### What is expected
Write out exactly the lines from the line that contains "6 2 6-2v14l-6" through the final line of the listing below, and no others.

### Exercise data
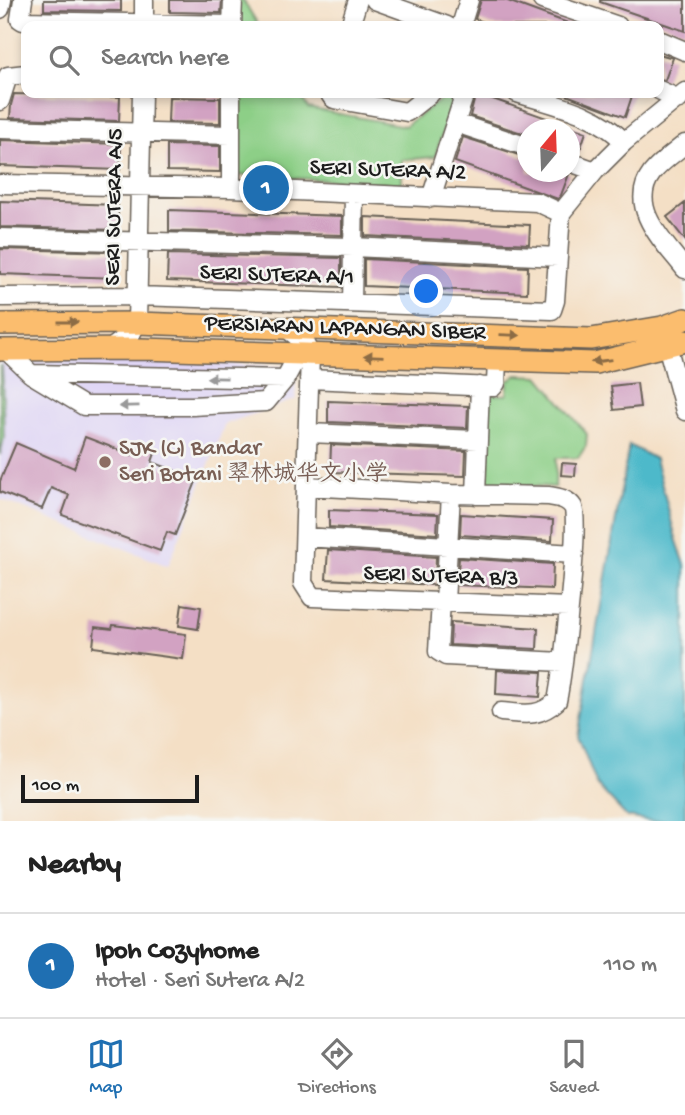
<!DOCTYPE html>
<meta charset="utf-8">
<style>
body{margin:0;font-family:"Gochi Hand","LXGW WenKai TC",sans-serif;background:#f2f2f2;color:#222}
.compass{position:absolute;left:517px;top:119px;width:63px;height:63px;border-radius:50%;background:#fff;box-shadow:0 4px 10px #0003;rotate:19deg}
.scale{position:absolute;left:21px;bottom:18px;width:178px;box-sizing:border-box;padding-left:7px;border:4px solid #1c1c1c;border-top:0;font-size:19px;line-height:24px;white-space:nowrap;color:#1c1c1c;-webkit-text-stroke:5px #f6f6f2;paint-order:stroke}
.you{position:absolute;left:427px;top:292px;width:24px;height:24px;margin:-18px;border:5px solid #fff;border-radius:50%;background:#1a73e8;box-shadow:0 0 0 10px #1a73e833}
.badge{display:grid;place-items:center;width:46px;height:46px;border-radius:50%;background:#1f6fb2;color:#fff;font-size:23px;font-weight:700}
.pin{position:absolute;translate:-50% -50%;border:4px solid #fff;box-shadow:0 2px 7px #0006}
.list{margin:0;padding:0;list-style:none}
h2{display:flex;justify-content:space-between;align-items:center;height:91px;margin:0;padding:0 28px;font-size:30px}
h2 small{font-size:23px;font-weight:400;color:#767676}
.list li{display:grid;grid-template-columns:46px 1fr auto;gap:21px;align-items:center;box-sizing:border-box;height:105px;padding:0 28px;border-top:2px solid #e0e0e0}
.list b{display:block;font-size:26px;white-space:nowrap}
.list p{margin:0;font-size:23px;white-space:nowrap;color:#767676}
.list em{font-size:23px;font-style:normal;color:#767676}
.icon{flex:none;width:38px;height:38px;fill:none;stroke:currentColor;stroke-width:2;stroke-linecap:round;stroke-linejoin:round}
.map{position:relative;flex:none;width:685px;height:821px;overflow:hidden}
.search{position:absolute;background:#fff;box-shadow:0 4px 10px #0003;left:21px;right:21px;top:21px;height:77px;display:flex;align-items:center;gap:18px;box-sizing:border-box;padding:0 24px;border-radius:14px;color:#767676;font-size:26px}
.sheet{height:196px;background:#fff}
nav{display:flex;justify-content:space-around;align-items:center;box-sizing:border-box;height:98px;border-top:2px solid #e0e0e0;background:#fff;font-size:19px;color:#767676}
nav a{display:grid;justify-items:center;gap:4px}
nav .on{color:#1f6fb2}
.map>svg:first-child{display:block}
.built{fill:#dfd5f5}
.green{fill:#8dcf87;stroke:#547652;stroke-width:2}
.water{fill:#4eb9ca;stroke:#356a73;stroke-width:2}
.building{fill:#d2a2c2}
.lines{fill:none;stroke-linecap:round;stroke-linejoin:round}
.minor-casing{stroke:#686057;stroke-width:21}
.major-casing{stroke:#686057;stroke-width:24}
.minor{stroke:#fff;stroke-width:18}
.major{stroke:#fbbd6e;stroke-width:21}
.oneway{fill:#8c6c45}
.oneway2{fill:#999}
.education-dot{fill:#8d6e63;stroke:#f6f6f2;stroke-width:2.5}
.labels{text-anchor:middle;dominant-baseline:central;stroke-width:5;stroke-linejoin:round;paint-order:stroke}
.street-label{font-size:23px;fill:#1c1c1c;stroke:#f6f6f2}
.education-label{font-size:23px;fill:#785e54;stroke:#f6f6f2;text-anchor:start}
</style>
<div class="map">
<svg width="685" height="821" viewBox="0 0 685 821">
<rect width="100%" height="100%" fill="#f6f6f2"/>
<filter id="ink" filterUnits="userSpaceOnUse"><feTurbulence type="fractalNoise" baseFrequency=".0143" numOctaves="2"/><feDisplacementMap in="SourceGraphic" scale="14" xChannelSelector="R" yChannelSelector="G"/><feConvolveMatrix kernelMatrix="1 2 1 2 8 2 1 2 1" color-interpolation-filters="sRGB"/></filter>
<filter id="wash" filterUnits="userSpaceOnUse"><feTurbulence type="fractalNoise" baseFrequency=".00686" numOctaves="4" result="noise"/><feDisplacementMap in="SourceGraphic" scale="28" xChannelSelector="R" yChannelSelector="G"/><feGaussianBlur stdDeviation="1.57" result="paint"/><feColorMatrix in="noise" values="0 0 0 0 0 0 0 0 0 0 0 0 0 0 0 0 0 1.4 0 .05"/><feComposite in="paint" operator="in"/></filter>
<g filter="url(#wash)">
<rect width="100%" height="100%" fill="#f4dfc5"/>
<path class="built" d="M99,358L295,367L296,399L225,424L168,566L0,499V362Z"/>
<path class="green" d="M236,0H243L259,26H235Z
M233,93H299L308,108L405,126L450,93H456L435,157L402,160V184L233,175Z
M0,366H2L4,438L0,455Z
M517,375L539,376L587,434L586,446L578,458H556L555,487L482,483L487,394L507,395L508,381Z"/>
<path class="water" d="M629,445L655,459L675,535L685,565V820L652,821L627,817L597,785L578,736Z"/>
<g id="blocks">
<path class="building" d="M44,0H121V11L44,10Z
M170,0H222L221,13L170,12Z
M481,0H505L576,26H495L475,19Z
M600,0H685V31L600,2Z
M659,54L673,58L665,80L659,79Z
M476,93L586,132L579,153L570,151V130H528V135L470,116Z
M561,93H633L625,117Z
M14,94L120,97L119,121L10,118L11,105Z
M169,97L220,98V123L168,122Z
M463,137L528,158V172H564L569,174L561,195L558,199L455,162Z
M0,140L121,144L120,170L0,166Z
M167,145L220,146V172L167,171Z
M0,201L118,205V230L0,227Z
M685,203V240L667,217Z
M169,210L342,216V235L169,231Z
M365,217L530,225L529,244L365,236Z
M0,249L119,252V278L0,274Z
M168,254L341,258V287L167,281Z
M364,259L528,267L527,293L364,286Z
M637,383L640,407L614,410L611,386Z
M328,401L468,406L467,428L328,422Z
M85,437L132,455L137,443L156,450L152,462L197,479L175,535L167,532L160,551L62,515L69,495L51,488L42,509L0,492V481L16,443L74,468Z
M331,445L466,451L465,476L330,472Z
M562,463L576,464L575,476L561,475Z
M329,510L438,514L437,534L329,527Z
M461,514L553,520L552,541L460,535Z
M328,550L436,557L435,585L326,579Z
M459,558L553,564L552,589L457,585Z
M182,604L201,607L198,629L179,626Z
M451,622L538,628L537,649L450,645Z
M113,625L186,634L183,659L93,647L95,627L112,629Z
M497,670L542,672L540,697L496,694Z"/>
</g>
</g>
<g filter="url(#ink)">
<use href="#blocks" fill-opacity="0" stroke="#686057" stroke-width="2"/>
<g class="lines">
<defs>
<path id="minor" d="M23,0L20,19L23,21L232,25
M375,0L447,26
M542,0L618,26
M0,9L2,0
M144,26V0
M232,26L233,0
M350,26L358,0
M461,26L469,0
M659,40L685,51
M659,90L679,99
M231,93V188
M332,93L331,96L334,99L407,112L431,93
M517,93C554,105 598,113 624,142
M0,101L8,76L26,74
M456,123L528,147
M0,129L231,135
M685,144C674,153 661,162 652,173C626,207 665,243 685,269
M570,162L595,171
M0,184L231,188L537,202L561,213
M431,198L465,93
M0,238L353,247L558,257
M0,297L138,296L552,310L555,301L561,213L595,171L624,142L685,92
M352,303L354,195
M286,328L304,342L310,354L303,583L312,597L568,607
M664,334L685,411
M5,349L31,374L285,379
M110,349L131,334L137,323L142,93
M31,374L84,406H192L266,402L285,379L299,353
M309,379L493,387L496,383L497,360
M308,433L478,440
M306,486L451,494L549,496C558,498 567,498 573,507C581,519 562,677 557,701C538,718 525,714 501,712
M476,495L480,386
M305,537L574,554
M441,601L438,651L446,656L562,662
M445,602L451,494"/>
<path id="major" d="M0,324L137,323L591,339L662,327L685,319
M0,350L142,349L595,363L685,341"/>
</defs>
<use href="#minor" class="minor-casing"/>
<use href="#major" class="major-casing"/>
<use href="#minor" class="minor"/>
<use href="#major" class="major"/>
</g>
<defs><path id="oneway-solid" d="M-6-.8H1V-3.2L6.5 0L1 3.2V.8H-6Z" transform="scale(1.75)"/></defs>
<g class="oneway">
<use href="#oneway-solid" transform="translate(68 322)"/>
<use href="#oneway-solid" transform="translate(510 335) rotate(2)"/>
<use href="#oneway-solid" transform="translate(374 356) rotate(-178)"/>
<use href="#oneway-solid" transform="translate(601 361) rotate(172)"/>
</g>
<g class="oneway2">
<use href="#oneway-solid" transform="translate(217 378) rotate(-179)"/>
<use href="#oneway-solid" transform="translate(129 406) rotate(179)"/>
</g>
</g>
<circle class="education-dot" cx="105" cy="462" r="7"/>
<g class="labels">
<g class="street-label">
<text transform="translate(388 171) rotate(2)">SERI SUTERA A/2</text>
<text transform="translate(115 207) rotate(-89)">SERI SUTERA A/5</text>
<text transform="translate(277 276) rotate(2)">SERI SUTERA A/1</text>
<text transform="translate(345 329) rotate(2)">PERSIARAN LAPANGAN SIBER</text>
<text transform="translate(441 577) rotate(2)">SERI SUTERA B/3</text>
</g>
<g class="education-label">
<text x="119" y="449">SJK (C) Bandar<tspan x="119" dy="26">Seri Botani 翠林城华文小学</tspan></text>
</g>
</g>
</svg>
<svg class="compass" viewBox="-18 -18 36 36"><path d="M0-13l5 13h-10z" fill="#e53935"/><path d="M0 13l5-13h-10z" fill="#767676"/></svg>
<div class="scale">100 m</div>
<div class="you"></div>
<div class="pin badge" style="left:266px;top:188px">1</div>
<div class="search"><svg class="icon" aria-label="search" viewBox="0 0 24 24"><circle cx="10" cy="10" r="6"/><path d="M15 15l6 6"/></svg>Search here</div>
</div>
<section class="sheet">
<h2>Nearby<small></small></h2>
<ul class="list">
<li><span class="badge">1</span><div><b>Ipoh Cozyhome</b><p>Hotel · Seri Sutera A/2</p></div><em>110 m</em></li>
</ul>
</section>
<nav>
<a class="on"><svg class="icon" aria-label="map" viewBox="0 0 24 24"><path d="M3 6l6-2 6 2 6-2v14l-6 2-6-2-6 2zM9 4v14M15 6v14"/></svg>Map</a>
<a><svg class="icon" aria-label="directions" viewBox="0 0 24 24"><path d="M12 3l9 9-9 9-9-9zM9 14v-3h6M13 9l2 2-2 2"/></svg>Directions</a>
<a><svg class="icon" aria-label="saved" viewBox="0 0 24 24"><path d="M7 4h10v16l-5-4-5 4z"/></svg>Saved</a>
</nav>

### Written solution
<a class="on"><svg class="icon" aria-label="map" viewBox="0 0 24 24"><path d="M3 6l6-2 6 2 6-2v14l-6 2-6-2-6 2zM9 4v14M15 6v14"/></svg>Map</a>
<a><svg class="icon" aria-label="directions" viewBox="0 0 24 24"><path d="M12 3l9 9-9 9-9-9zM9 14v-3h6M13 9l2 2-2 2"/></svg>Directions</a>
<a><svg class="icon" aria-label="saved" viewBox="0 0 24 24"><path d="M7 4h10v16l-5-4-5 4z"/></svg>Saved</a>
</nav>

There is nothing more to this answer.